> _PROMPT_:
The result should be all the records, exact and complete, without a single picture.

> _GIVEN DATA_:
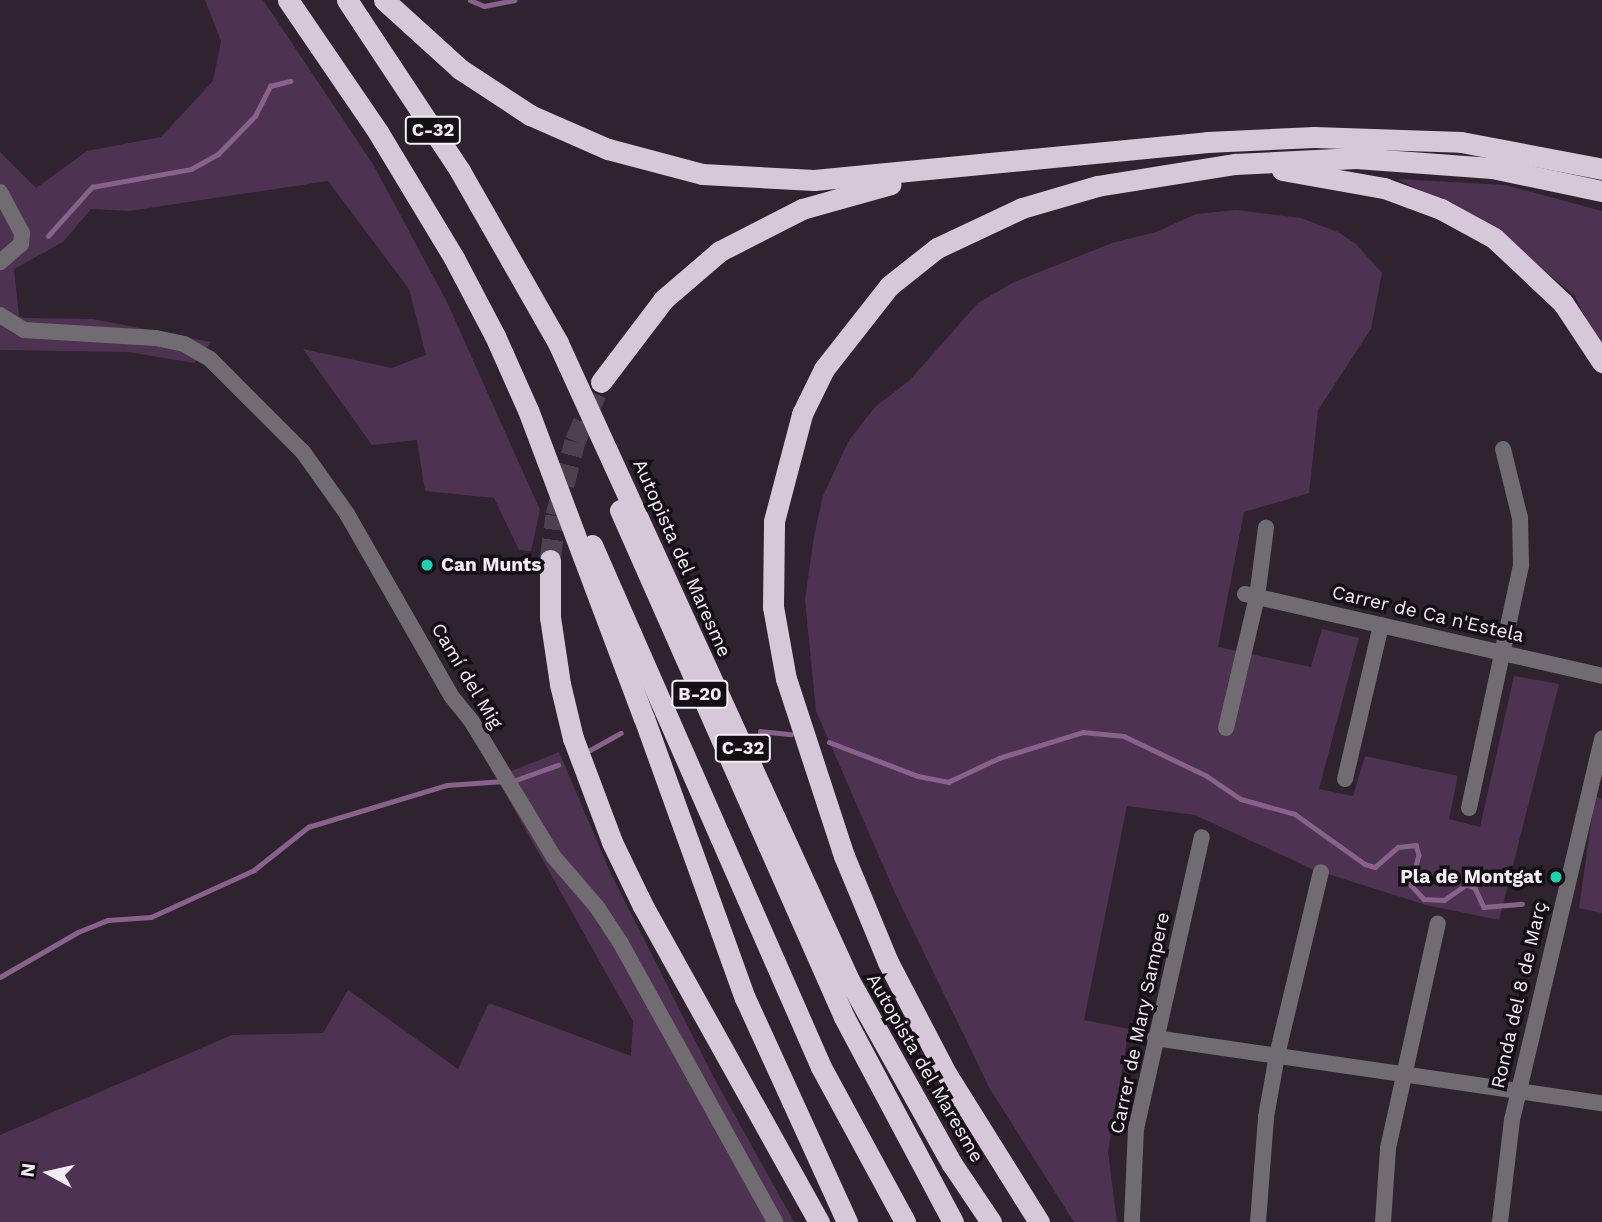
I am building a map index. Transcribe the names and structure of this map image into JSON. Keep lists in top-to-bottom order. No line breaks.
{"streets":{"highway":["C-32","Autopista del Maresme","B-20"],"street":["Carrer de Ca n'Estela","Camí del Mig","Ronda del 8 de Març","Carrer de Mary Sampere"]},"crossings":[["C-32","B-20"],["Autopista del Maresme","B-20"]],"places":["Can Munts","Pla de Montgat"],"north":"left"}
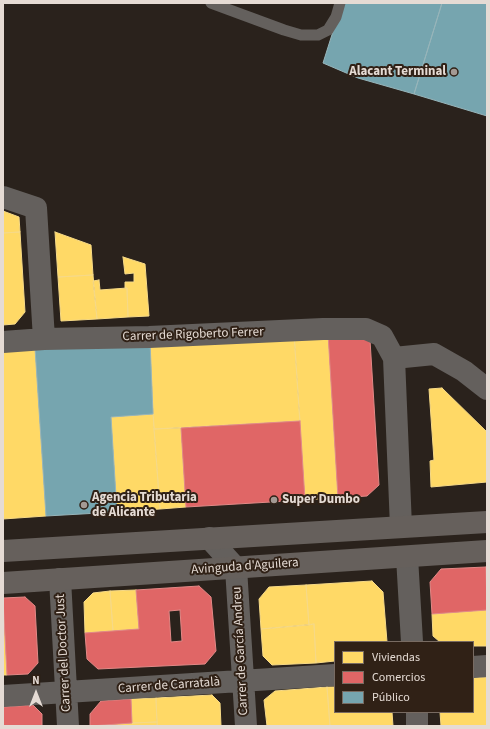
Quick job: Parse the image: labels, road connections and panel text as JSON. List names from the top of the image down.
{
  "streets": {
    "main road": ["Avinguda d'Aguilera"],
    "street": [
      "Carrer de Rigoberto Ferrer",
      "Carrer de García Andreu",
      "Carrer del Doctor Just",
      "Carrer de Carratalà"
    ]
  },
  "crossings": [
    ["Avinguda d'Aguilera", "Carrer de García Andreu"],
    ["Avinguda d'Aguilera", "Carrer del Doctor Just"],
    ["Carrer de García Andreu", "Carrer de Carratalà"],
    ["Carrer del Doctor Just", "Carrer de Carratalà"]
  ],
  "places": ["Alacant Terminal", "Super Dumbo", "Agencia Tributaria de Alicante"],
  "legend": ["Viviendas", "Comercios", "Público"],
  "north": "top"
}
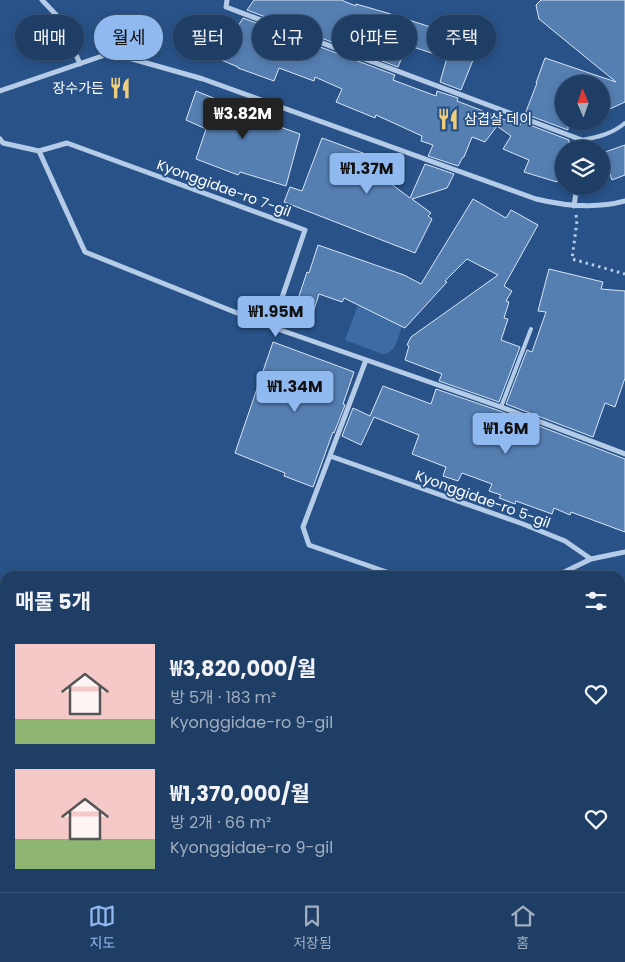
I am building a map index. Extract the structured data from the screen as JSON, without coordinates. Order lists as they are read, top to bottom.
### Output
{
  "streets": {
    "street": ["Kyonggidae-ro 7-gil", "Kyonggidae-ro 5-gil"]
  },
  "places": {
    "restaurant": ["장수가든", "삼겹살 데이"]
  },
  "north": "top",
  "page": {
    "chip": [
      "매매",
      "월세",
      "필터",
      "신규",
      "아파트",
      "주택"
    ],
    "price": [
      "₩3.82M",
      "₩1.37M",
      "₩1.95M",
      "₩1.34M",
      "₩1.6M"
    ],
    "heading": "매물 5개",
    "list": [
      {
        "name": "₩3,820,000/월",
        "note": "방 5개 · 183 m² · Kyonggidae-ro 9-gil"
      },
      {
        "name": "₩1,370,000/월",
        "note": "방 2개 · 66 m² · Kyonggidae-ro 9-gil"
      }
    ],
    "tabs": ["지도", "저장됨", "홈"]
  }
}
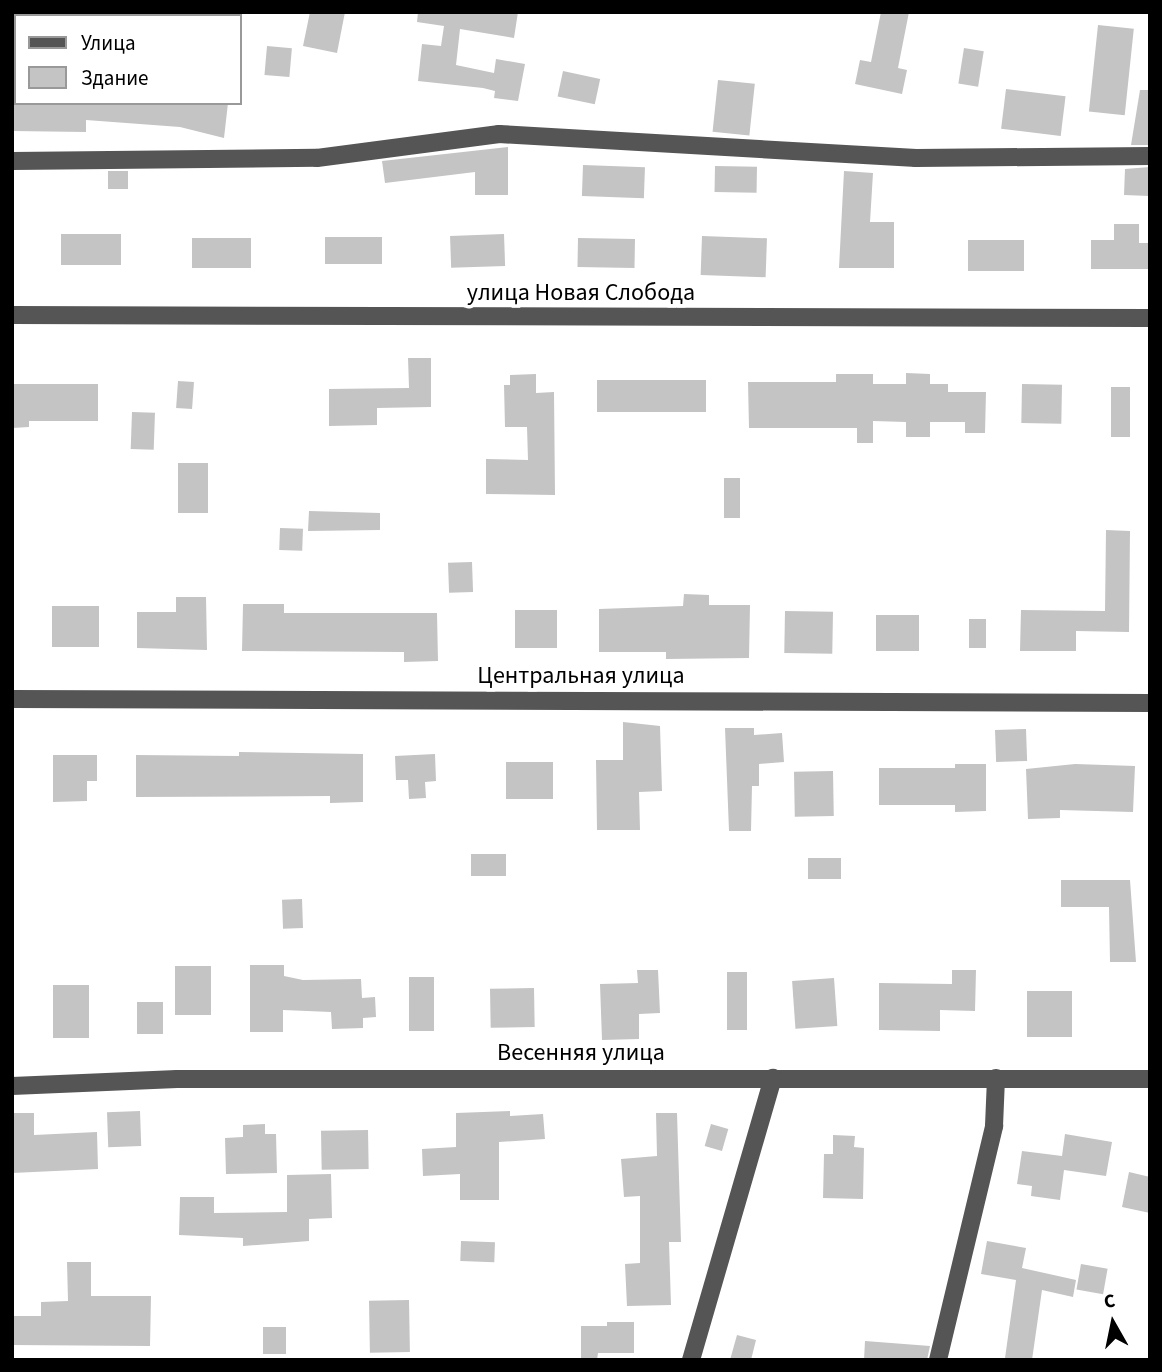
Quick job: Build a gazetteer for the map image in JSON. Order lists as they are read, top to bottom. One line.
{"streets":{"street":["улица Новая Слобода","Центральная улица","Весенняя улица"]},"legend":["Улица","Здание"],"north":"top"}
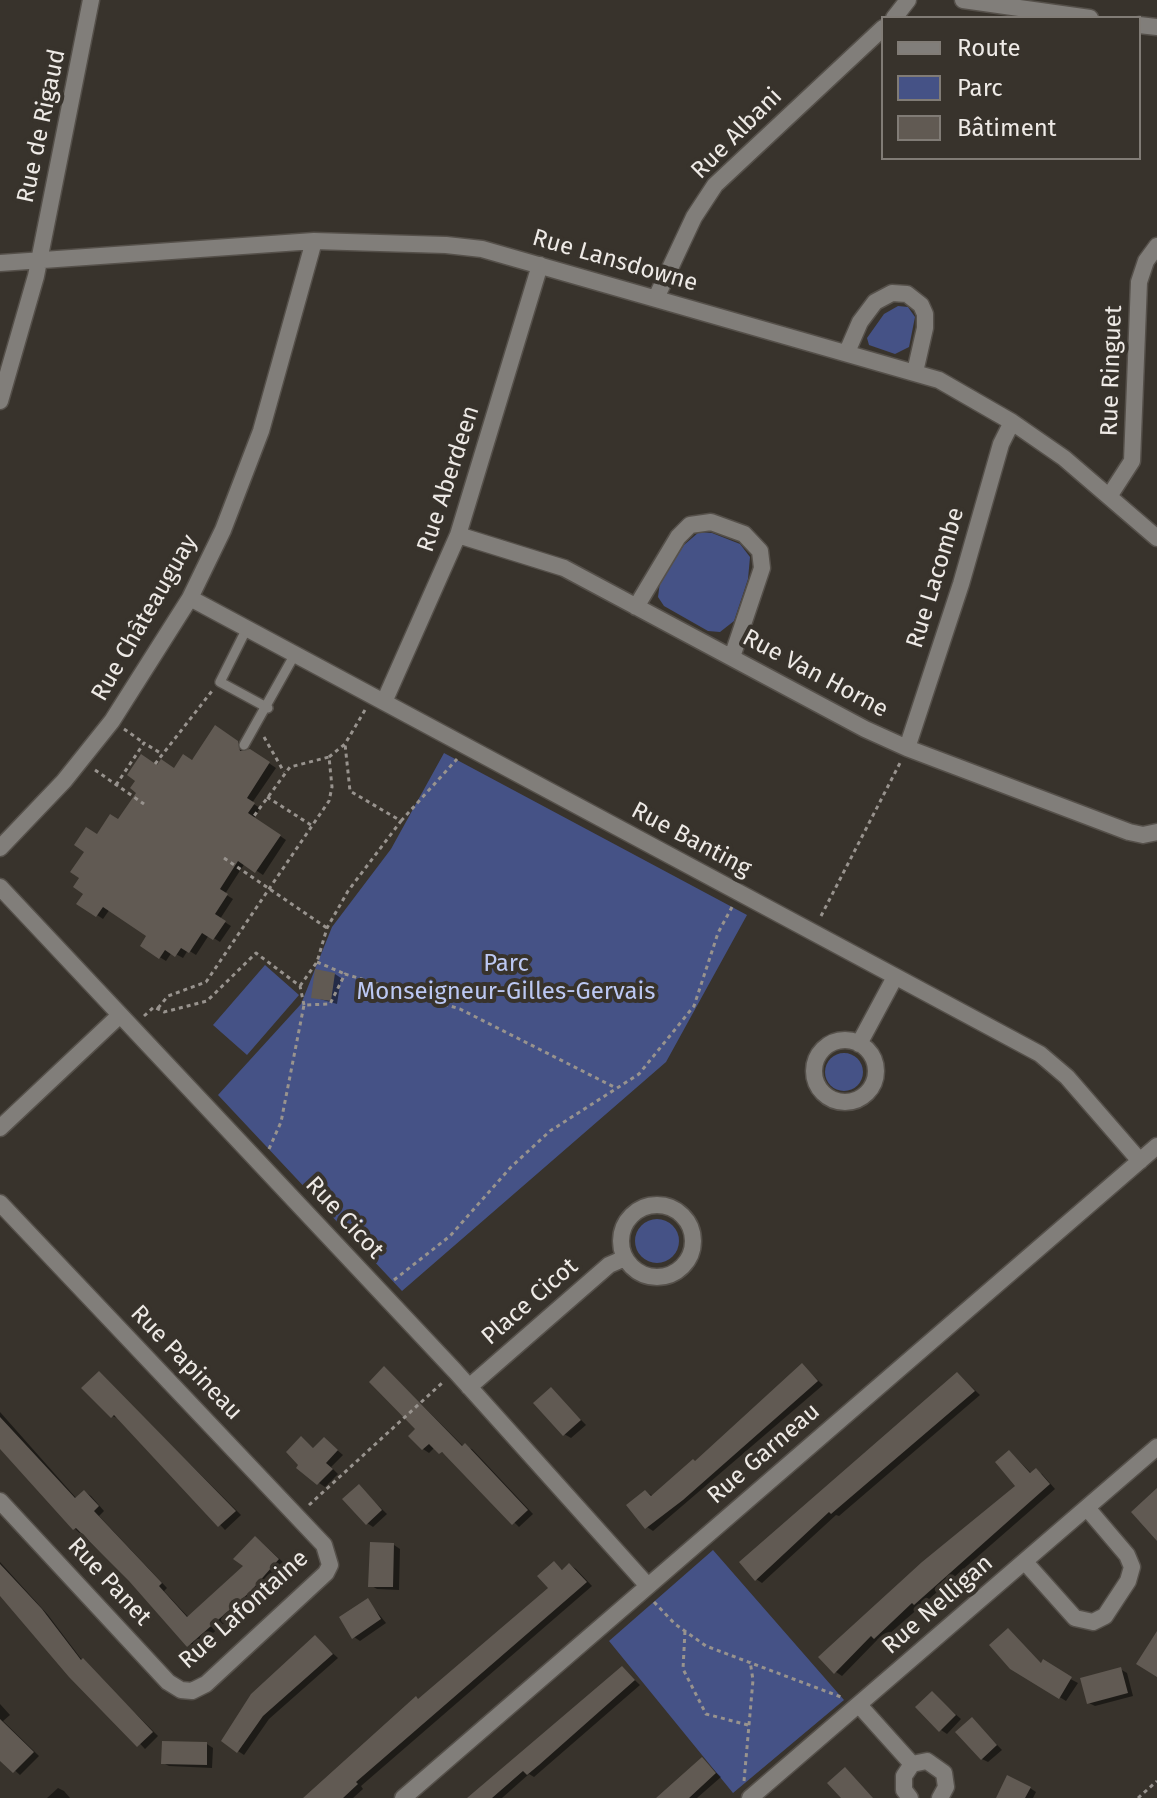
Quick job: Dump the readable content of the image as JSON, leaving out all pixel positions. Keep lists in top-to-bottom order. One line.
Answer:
{"streets":{"street":["Rue de Rigaud","Rue Albani","Rue Lansdowne","Rue Ringuet","Rue Aberdeen","Rue Lacombe","Rue Châteauguay","Rue Van Horne","Rue Banting","Rue Cicot","Place Cicot","Rue Papineau","Rue Garneau","Rue Panet","Rue Nelligan","Rue Lafontaine"]},"crossings":[["Rue de Rigaud","Rue Lansdowne"],["Rue Albani","Rue Lansdowne"],["Rue Lansdowne","Rue Ringuet"],["Rue Lansdowne","Rue Aberdeen"],["Rue Lansdowne","Rue Lacombe"],["Rue Lansdowne","Rue Châteauguay"],["Rue Aberdeen","Rue Van Horne"],["Rue Aberdeen","Rue Banting"],["Rue Lacombe","Rue Van Horne"],["Rue Châteauguay","Rue Banting"],["Rue Banting","Rue Garneau"],["Rue Cicot","Place Cicot"],["Rue Cicot","Rue Garneau"],["Rue Papineau","Rue Lafontaine"],["Rue Panet","Rue Lafontaine"]],"parks":["Parc Monseigneur-Gilles-Gervais"],"legend":["Route","Parc","Bâtiment"]}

> _PROBLEM SOLUTION_:
I am building a map index. Transcribe the names and structure of this map image into JSON. Keep lists in top-to-bottom order. No line breaks.
{"streets":{"highway":["C-32","Autopista del Maresme","B-20"],"street":["Carrer de Ca n'Estela","Camí del Mig","Ronda del 8 de Març","Carrer de Mary Sampere"]},"crossings":[["C-32","B-20"],["Autopista del Maresme","B-20"]],"places":["Can Munts","Pla de Montgat"],"north":"left"}
Quick job: Parse the image: labels, road connections and panel text as JSON. List names from the top of the image down.
{
  "streets": {
    "main road": ["Avinguda d'Aguilera"],
    "street": [
      "Carrer de Rigoberto Ferrer",
      "Carrer de García Andreu",
      "Carrer del Doctor Just",
      "Carrer de Carratalà"
    ]
  },
  "crossings": [
    ["Avinguda d'Aguilera", "Carrer de García Andreu"],
    ["Avinguda d'Aguilera", "Carrer del Doctor Just"],
    ["Carrer de García Andreu", "Carrer de Carratalà"],
    ["Carrer del Doctor Just", "Carrer de Carratalà"]
  ],
  "places": ["Alacant Terminal", "Super Dumbo", "Agencia Tributaria de Alicante"],
  "legend": ["Viviendas", "Comercios", "Público"],
  "north": "top"
}
I am building a map index. Extract the structured data from the screen as JSON, without coordinates. Order lists as they are read, top to bottom.
### Output
{
  "streets": {
    "street": ["Kyonggidae-ro 7-gil", "Kyonggidae-ro 5-gil"]
  },
  "places": {
    "restaurant": ["장수가든", "삼겹살 데이"]
  },
  "north": "top",
  "page": {
    "chip": [
      "매매",
      "월세",
      "필터",
      "신규",
      "아파트",
      "주택"
    ],
    "price": [
      "₩3.82M",
      "₩1.37M",
      "₩1.95M",
      "₩1.34M",
      "₩1.6M"
    ],
    "heading": "매물 5개",
    "list": [
      {
        "name": "₩3,820,000/월",
        "note": "방 5개 · 183 m² · Kyonggidae-ro 9-gil"
      },
      {
        "name": "₩1,370,000/월",
        "note": "방 2개 · 66 m² · Kyonggidae-ro 9-gil"
      }
    ],
    "tabs": ["지도", "저장됨", "홈"]
  }
}
Quick job: Build a gazetteer for the map image in JSON. Order lists as they are read, top to bottom. One line.
{"streets":{"street":["улица Новая Слобода","Центральная улица","Весенняя улица"]},"legend":["Улица","Здание"],"north":"top"}
Quick job: Dump the readable content of the image as JSON, leaving out all pixel positions. Keep lists in top-to-bottom order. One line.
Answer:
{"streets":{"street":["Rue de Rigaud","Rue Albani","Rue Lansdowne","Rue Ringuet","Rue Aberdeen","Rue Lacombe","Rue Châteauguay","Rue Van Horne","Rue Banting","Rue Cicot","Place Cicot","Rue Papineau","Rue Garneau","Rue Panet","Rue Nelligan","Rue Lafontaine"]},"crossings":[["Rue de Rigaud","Rue Lansdowne"],["Rue Albani","Rue Lansdowne"],["Rue Lansdowne","Rue Ringuet"],["Rue Lansdowne","Rue Aberdeen"],["Rue Lansdowne","Rue Lacombe"],["Rue Lansdowne","Rue Châteauguay"],["Rue Aberdeen","Rue Van Horne"],["Rue Aberdeen","Rue Banting"],["Rue Lacombe","Rue Van Horne"],["Rue Châteauguay","Rue Banting"],["Rue Banting","Rue Garneau"],["Rue Cicot","Place Cicot"],["Rue Cicot","Rue Garneau"],["Rue Papineau","Rue Lafontaine"],["Rue Panet","Rue Lafontaine"]],"parks":["Parc Monseigneur-Gilles-Gervais"],"legend":["Route","Parc","Bâtiment"]}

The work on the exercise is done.